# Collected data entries
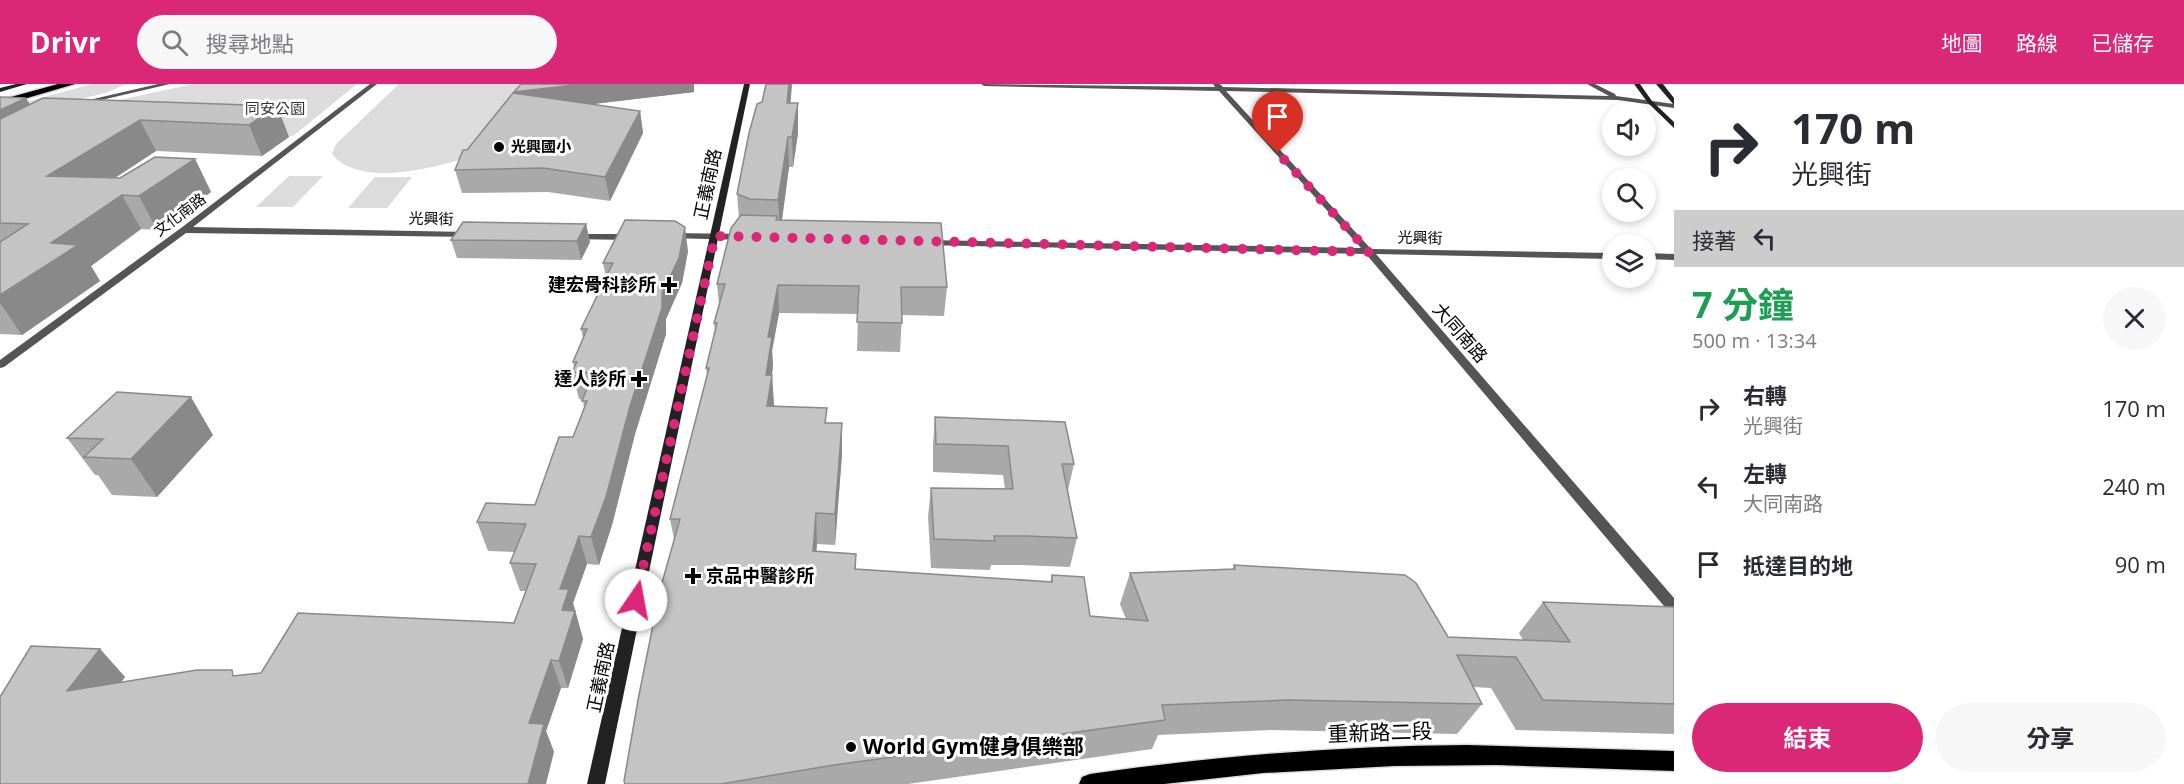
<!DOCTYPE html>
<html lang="zh-TW">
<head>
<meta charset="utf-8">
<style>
	:root { --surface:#fff; --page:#f7f7f7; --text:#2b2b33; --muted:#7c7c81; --accent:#db2777 }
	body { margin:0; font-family:"Open Sans","Noto Sans TC",sans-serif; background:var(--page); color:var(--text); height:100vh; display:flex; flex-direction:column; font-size:22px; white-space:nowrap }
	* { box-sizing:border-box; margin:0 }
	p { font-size:20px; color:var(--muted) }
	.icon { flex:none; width:33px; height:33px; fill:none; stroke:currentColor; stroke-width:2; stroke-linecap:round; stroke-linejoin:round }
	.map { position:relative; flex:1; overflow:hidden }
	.drawer { display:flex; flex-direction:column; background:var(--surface); width:510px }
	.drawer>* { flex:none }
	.banner { background:#fff; color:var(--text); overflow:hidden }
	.tools { position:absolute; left:1602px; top:18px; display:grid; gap:12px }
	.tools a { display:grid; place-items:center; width:54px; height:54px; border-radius:50%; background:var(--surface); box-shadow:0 3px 9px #0003; font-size:30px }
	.pin { position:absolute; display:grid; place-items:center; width:51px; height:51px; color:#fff; margin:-62px -26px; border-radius:50% 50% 50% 0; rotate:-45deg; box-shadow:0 0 6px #0007 }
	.pin .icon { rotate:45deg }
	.me { position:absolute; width:66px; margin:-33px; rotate:12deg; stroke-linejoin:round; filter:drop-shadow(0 0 4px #0008) }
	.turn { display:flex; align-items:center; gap:21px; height:126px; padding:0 18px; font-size:27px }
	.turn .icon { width:78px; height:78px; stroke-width:2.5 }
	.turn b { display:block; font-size:42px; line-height:51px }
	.then { display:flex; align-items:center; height:57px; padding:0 18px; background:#0003; gap:12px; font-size:22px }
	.round { display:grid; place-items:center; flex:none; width:63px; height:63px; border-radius:32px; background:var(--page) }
	.head { display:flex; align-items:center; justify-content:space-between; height:102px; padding:0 18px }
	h1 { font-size:36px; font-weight:700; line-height:45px; color:#1e9e55 }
	.action { display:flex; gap:12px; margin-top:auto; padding:12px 18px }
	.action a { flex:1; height:69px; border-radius:36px; background:var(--accent); color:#fff; font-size:24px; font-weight:700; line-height:69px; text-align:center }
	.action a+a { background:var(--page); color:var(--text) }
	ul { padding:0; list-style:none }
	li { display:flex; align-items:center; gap:18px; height:78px; padding:0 18px }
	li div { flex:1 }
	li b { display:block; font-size:22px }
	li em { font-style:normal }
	header { display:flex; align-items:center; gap:36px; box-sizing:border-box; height:84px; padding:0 30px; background:var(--accent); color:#fff }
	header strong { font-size:28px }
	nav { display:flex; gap:33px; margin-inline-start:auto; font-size:21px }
	.search { width:420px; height:54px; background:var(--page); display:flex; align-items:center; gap:15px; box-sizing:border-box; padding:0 21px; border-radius:33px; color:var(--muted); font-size:22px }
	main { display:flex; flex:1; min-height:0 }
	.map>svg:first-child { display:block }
</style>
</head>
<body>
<header>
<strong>Drivr</strong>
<div class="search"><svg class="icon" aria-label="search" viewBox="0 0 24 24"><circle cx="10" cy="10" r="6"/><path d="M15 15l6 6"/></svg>搜尋地點</div>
<nav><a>地圖</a><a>路線</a><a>已儲存</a></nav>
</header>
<main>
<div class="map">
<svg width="1674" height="700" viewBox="0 0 1674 700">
	<rect width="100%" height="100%" fill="#fff"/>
	<!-- green -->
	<g fill="#dcdcdc">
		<polygon points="92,0 126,0 106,9 0,33 0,25"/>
		<polygon points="193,0 357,0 293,52 95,41 110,18"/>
		<path d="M399,0H530L472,83H455L459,76C425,86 357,102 332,70L336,60Z"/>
		<polygon points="289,92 323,92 293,123 256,123"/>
		<polygon points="375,93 412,93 387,124 348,124"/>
	</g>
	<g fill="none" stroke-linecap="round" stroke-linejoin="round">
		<!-- primary casing -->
		<g stroke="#dbdbdb" stroke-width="3">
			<path id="primary" d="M1467,661L1674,667V687L1497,681L1394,682L1263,689L1164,700H1079L1082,693L1090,690C1215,672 1341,662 1467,661Z"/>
		</g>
		<!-- highway casing -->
		<g stroke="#dbdbdb" stroke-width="3">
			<polygon id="highway" points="58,0 75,0 0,22 0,16"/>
		</g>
		<!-- street -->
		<g fill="#555" fill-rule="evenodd">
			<polygon points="158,0 170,0 80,21 76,19"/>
			<polygon points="370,0 377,0 193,143 469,148 474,151 472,153 186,149 4,283 0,284 0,276 181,144"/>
			<polygon points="981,0 1215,3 1213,0 1220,0 1223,3 1609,12 1587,0 1595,0 1615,10 1616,12 1674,20 1674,24 1618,16 1226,7 1371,165 1612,169 1612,175 1376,170 1674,514 1674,530 1669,528 1366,170 924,161 922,159 927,156 1361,164 1219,7 984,2"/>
			<polygon points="672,149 745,150 750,153 745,156 669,154 667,152"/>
			<polygon points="573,150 631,150 636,153 631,156 570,155 568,153"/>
			<polygon points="1646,169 1674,170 1674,176 1646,175"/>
		</g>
		<!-- secondary -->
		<g fill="#222" fill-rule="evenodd">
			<polygon points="16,0 27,0 0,8 0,4"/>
			<polygon points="744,0 750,0 605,700 587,700"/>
			<polygon points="1634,0 1640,0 1652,17 1674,38 1674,44 1648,19"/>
			<polygon points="1656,0 1663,0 1674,14 1674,21"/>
		</g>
		<!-- primary -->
		<use href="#primary" fill="#000" fill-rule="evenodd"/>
		<!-- highway -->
		<use href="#highway" fill="#000" fill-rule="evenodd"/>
	</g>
	<!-- wall -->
	<g fill="#a9a9a9">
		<polygon points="514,8 694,8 592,20 640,27 643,49 610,117 548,108 462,109 455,86 467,66 514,9"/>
		<polygon points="0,13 30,21 277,22 289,53 262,72 156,67 115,94 120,94 195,75 211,108 157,146 141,145 91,182 100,197 22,251 0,250"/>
		<polygon points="791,19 798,19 798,49 793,83 789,83 782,137 947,203 944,232 902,231 900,268 857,267 858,230 779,229 772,267 773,282 772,291 774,322 827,339 842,339 842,370 835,461 817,460 816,467 856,470 856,485 1050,498 1052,491 1090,532 1126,535 1120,520 1130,489 1232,486 1234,481 1448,553 1523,556 1519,549 1543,518 1674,523 1674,650 1516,646 1491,604 1473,603 1482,620 1457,650 1271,646 1158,651 1152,665 908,700 625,700 674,455 670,435 707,291 706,284 715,247 714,239 719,220 717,200 739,135 737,110"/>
		<polygon points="586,140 590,158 581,176 457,174 451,156"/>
		<polygon points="688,167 682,199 666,235 666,250 635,350 612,441 599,481 587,480 573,519 583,555 568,604 561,604 546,647 554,668 0,700 100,565 125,593 121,598 236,592 261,589 514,539 526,507 520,507 510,479 515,468 488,467 477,438 535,421 573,353 584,325 583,316 579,315 572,288 574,284 573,278 583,254 581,245 606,193 603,179"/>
		<polygon points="935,333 1074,380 1068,406 1077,454 1070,483 1021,481 991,481 990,486 931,484 928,433 931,404 1005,405 1003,391 933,388 933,361"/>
		<polygon points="213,351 157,413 112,411 98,391 95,391 67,354"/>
	</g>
	<!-- shaded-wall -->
	<g fill="#898989">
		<polygon points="583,0 694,0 694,8 519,29 514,8"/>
		<polygon points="789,0 792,0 792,1 788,48 787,19"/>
		<polygon points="26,14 44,44 0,67 0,26"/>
		<polygon points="798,19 798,49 793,83 792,53"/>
		<polygon points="277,22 289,53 262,72 249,41"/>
		<polygon points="640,27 643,49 610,117 605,93"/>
		<polygon points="140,36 156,67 67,125 47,92"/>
		<polygon points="788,53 789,83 780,149 778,116"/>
		<polygon points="195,75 211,108 157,146 139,112"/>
		<polygon points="122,111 141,145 91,182 100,197 22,251 0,219 0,211 51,159"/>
		<polygon points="586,140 590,158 581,176 577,157"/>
		<polygon points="685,143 688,167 682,199 666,235 666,250 635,350 612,441 599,481 591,453 662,209"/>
		<polygon points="778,201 779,229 772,267 773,282 770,302 772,291 774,321 769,352 766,291 768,253"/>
		<polygon points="191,313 213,351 157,413 131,375"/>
		<polygon points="842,339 842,370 835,461 835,430"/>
		<polygon points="816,429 817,460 814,498 813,467"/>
		<polygon points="579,452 587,480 573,519 583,555 568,604 559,577 562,526 560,505"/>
		<polygon points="100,565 125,593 94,634 67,607"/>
		<polygon points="551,576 561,604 546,647 554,668 546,700 528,700 529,639"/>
	</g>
	<!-- building -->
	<g fill="#c4c4c4" stroke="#898989" stroke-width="1.5">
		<polygon points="521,0 583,0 514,8"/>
		<polygon points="766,0 789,0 787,19 798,19 792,53 788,53 778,116 750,115 737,110 749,49 757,20 762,18"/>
		<polygon points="513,9 640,27 605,93 543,84 455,86 463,66 467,66"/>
		<polygon points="0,13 1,13 26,14 0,26"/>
		<polygon points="43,14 277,22 249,41 140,36 47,92 120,94 155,73 195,75 139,112 122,111 51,159 78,161 0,211 0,158 28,140 0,139 0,35"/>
		<polygon points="741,131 777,132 776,136 941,139 947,203 901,203 902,239 857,238 859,202 778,201 768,253 772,253 766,291 772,291 767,322 827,324 825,339 842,339 835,430 816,429 813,467 856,470 855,485 1052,498 1052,491 1084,493 1090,532 1148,537 1130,489 1235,485 1234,481 1405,491 1416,499 1448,553 1570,558 1543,518 1674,523 1674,620 1543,616 1516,573 1457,571 1482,620 1288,616 1162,621 1165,636 834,681 721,700 625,700 624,697 638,616 660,506 680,435 670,435 709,284 706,284 717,239 714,239 725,200 717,200 731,144"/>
		<polygon points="625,136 675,137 685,143 679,174 662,209 662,224 630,322 606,413 591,453 579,452 560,505 569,505 562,526 575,527 559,577 551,576 529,639 544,640 528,700 0,700 0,613 31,562 100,565 67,607 197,586 232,586 233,592 261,589 298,529 514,539 536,480 510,479 526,440 477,438 486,419 535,421 559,353 573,353 587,317 582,317 593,289 572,288 577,278 573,278 587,245 581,245 613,179 603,179"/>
		<polygon points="463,138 586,140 577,157 451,156"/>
		<polygon points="117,308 191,313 131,375 84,373 103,355 67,354"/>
		<polygon points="935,333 1065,338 1074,380 1062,380 1077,454 1027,452 994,452 995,457 934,455 931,404 1013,405 1008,362 936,360"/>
	</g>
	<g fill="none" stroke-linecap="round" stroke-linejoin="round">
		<!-- route -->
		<polyline stroke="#db2777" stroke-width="10" stroke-dasharray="0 18" points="636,516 715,152 1369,168 1278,69"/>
	</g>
	<!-- markers -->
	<g fill="#000" stroke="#fff" stroke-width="2">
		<circle cx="499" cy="63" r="6"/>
		<path d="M666 192h6v6h6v6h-6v6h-6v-6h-6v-6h6z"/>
		<path d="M636 286h6v6h6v6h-6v6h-6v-6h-6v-6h6z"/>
		<path d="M690 483h6v6h6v6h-6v6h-6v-6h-6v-6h6z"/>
		<circle cx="851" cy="663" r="6"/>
	</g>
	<g text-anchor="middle" stroke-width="6" stroke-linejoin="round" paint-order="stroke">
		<!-- far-park labels -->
		<g font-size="15" fill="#333" stroke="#fff">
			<text x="275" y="30">同安公園</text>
		</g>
		<!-- far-poi labels -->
		<g font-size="15" font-weight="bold" fill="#000" stroke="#fff" text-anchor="start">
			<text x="511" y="68">光興國小</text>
		</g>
		<!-- far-street labels -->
		<g font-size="15" fill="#000" stroke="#fff">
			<text transform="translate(180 131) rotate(-37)" y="5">文化南路</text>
			<text transform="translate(431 135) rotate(1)" y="5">光興街</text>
			<text transform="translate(1420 154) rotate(1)" y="5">光興街</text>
		</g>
		<!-- street labels -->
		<g font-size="18" fill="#000" stroke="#fff">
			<text transform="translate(708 100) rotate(-78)" y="6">正義南路</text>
			<text transform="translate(1460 249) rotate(49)" y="6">大同南路</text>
			<text transform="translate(601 593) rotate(-78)" y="6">正義南路</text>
		</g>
		<!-- poi labels -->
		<g font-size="18" font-weight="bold" fill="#000" stroke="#fff" text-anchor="end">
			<text x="656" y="207">建宏骨科診所</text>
			<text x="626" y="301">達人診所</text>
			<text x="706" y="498" text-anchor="start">京品中醫診所</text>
		</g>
		<!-- near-street labels -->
		<g font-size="21" fill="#000" stroke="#fff">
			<text transform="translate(1380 649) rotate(-2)" y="7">重新路二段</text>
		</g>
		<!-- near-poi labels -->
		<g font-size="21" font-weight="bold" fill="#000" stroke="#fff" text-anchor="start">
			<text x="863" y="670">World Gym健身俱樂部</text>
		</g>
	</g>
</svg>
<div class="tools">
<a><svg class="icon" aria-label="sound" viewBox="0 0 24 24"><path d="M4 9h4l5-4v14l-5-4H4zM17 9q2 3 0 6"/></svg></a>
<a><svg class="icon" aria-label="search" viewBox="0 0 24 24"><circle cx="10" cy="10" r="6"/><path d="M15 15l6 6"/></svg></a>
<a><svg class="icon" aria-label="layers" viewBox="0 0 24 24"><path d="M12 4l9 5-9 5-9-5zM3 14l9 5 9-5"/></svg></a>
</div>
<div class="pin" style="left:1278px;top:69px;background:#d93025"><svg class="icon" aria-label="arrive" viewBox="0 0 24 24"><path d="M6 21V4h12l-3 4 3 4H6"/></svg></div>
<svg class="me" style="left:636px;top:516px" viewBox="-20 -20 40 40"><circle r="19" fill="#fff"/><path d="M0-13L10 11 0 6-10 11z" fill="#db2777"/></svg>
</div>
<section class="drawer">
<div class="banner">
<div class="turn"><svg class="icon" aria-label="right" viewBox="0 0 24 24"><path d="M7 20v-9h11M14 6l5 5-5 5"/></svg><div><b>170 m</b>光興街</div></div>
<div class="then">接著<svg class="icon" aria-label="left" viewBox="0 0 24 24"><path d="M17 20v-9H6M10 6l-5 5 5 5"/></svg></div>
</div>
<div class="head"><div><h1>7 分鐘</h1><p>500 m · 13:34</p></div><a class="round"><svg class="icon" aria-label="close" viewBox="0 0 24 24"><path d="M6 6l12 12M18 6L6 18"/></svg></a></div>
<ul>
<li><svg class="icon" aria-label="right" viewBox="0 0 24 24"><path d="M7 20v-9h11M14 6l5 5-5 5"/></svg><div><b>右轉</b><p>光興街</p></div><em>170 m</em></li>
<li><svg class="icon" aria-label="left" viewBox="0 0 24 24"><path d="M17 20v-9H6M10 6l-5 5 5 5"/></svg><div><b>左轉</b><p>大同南路</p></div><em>240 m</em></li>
<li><svg class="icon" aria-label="arrive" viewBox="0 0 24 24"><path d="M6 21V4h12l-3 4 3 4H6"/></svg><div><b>抵達目的地</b></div><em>90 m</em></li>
</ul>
<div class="action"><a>結束</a><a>分享</a></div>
</section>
</main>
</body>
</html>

# ACTION ITEM
Beginning with the line above that contains "flex:none; width:33px; height:33px;", copy each line exactly up to and including the line that contains "position:absolute; left:1602px; top:18px;", and go no further.

# ANSWER SECTION
	.icon { flex:none; width:33px; height:33px; fill:none; stroke:currentColor; stroke-width:2; stroke-linecap:round; stroke-linejoin:round }
	.map { position:relative; flex:1; overflow:hidden }
	.drawer { display:flex; flex-direction:column; background:var(--surface); width:510px }
	.drawer>* { flex:none }
	.banner { background:#fff; color:var(--text); overflow:hidden }
	.tools { position:absolute; left:1602px; top:18px; display:grid; gap:12px }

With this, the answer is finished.